● Exercise aim: Where the word "Crescent" appears in a line of the entries below, count that line and give the total alone.

==== Data shown

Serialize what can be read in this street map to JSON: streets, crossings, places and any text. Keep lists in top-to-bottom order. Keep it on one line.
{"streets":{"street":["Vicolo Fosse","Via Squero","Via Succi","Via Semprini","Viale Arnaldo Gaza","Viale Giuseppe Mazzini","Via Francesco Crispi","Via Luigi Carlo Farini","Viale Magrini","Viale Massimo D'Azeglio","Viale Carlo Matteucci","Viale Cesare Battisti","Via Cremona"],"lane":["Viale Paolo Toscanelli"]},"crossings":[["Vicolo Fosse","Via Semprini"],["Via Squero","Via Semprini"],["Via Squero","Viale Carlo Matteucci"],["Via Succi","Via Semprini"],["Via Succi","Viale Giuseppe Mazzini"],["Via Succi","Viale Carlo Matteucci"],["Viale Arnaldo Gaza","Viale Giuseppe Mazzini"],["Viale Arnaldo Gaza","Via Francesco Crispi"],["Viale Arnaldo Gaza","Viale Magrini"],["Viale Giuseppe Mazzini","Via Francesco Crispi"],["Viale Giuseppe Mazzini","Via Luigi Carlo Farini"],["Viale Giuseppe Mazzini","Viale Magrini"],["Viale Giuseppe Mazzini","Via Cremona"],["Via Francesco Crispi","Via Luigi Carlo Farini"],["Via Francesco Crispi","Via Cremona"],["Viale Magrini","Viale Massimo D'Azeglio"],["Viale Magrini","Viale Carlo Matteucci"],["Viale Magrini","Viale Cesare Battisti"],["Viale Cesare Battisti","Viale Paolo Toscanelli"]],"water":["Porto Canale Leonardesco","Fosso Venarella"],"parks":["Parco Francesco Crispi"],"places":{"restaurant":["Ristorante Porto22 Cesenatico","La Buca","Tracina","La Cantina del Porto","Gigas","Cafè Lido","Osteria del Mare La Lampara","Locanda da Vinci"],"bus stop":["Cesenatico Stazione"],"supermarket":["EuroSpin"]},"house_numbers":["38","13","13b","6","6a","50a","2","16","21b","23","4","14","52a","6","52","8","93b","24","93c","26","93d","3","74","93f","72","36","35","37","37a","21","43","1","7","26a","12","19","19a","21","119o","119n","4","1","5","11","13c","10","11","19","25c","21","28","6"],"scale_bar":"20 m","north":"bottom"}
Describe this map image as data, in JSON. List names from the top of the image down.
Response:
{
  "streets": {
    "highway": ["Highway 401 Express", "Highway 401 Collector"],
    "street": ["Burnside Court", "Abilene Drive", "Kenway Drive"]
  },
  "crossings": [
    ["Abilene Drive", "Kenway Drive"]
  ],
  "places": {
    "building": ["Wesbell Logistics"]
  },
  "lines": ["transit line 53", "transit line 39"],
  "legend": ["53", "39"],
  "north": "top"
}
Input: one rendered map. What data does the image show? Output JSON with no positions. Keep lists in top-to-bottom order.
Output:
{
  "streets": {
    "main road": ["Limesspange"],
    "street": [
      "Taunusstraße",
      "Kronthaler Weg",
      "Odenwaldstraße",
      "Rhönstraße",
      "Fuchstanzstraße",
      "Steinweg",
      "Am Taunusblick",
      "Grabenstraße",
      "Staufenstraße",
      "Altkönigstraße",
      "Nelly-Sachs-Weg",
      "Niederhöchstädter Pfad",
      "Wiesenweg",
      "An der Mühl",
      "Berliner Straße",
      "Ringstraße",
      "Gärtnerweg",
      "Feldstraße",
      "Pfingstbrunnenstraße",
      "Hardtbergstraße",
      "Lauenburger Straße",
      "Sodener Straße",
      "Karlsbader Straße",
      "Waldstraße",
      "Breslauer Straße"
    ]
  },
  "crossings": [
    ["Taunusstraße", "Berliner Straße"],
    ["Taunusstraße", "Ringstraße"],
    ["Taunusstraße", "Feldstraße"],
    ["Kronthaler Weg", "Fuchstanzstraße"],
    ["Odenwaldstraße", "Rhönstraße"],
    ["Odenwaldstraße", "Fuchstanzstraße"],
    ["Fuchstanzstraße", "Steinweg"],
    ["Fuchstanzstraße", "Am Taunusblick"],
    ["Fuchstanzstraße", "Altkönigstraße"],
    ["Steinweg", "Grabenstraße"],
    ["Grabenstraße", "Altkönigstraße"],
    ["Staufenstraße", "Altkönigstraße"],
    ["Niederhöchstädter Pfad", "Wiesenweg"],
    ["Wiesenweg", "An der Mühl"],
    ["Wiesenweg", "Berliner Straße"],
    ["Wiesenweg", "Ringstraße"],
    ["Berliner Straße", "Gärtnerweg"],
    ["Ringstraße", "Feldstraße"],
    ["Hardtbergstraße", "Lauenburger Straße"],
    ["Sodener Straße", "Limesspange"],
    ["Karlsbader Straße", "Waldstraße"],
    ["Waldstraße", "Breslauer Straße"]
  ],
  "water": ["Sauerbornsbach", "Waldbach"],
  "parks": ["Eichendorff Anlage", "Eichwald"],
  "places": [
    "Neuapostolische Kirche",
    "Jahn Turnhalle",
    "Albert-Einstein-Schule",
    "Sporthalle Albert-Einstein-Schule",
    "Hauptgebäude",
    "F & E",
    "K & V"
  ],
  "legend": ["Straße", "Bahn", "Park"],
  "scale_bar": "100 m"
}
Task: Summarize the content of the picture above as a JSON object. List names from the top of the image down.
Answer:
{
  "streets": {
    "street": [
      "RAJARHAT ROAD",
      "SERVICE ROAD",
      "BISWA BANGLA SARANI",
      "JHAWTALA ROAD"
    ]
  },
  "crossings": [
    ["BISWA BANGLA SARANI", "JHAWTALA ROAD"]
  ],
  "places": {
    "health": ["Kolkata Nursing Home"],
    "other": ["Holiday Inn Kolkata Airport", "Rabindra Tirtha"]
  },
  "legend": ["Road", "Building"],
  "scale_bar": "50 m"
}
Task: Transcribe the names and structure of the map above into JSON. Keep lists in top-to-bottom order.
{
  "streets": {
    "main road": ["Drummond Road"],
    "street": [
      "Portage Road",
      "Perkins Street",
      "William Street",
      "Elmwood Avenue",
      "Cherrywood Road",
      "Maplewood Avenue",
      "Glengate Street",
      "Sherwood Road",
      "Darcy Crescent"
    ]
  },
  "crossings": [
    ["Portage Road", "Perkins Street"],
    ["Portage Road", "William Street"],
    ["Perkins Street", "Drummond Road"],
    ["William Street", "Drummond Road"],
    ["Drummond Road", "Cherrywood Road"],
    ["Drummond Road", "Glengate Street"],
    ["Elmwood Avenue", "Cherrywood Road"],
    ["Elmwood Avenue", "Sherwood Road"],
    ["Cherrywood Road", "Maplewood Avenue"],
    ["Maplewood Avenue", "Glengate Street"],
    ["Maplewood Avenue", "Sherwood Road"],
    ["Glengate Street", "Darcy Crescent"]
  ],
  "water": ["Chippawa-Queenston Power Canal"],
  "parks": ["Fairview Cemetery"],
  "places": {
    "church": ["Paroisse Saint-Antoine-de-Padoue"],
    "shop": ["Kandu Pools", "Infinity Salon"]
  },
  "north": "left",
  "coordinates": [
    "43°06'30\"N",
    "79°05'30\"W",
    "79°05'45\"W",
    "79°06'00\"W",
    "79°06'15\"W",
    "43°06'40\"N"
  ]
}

========

● Task response: 2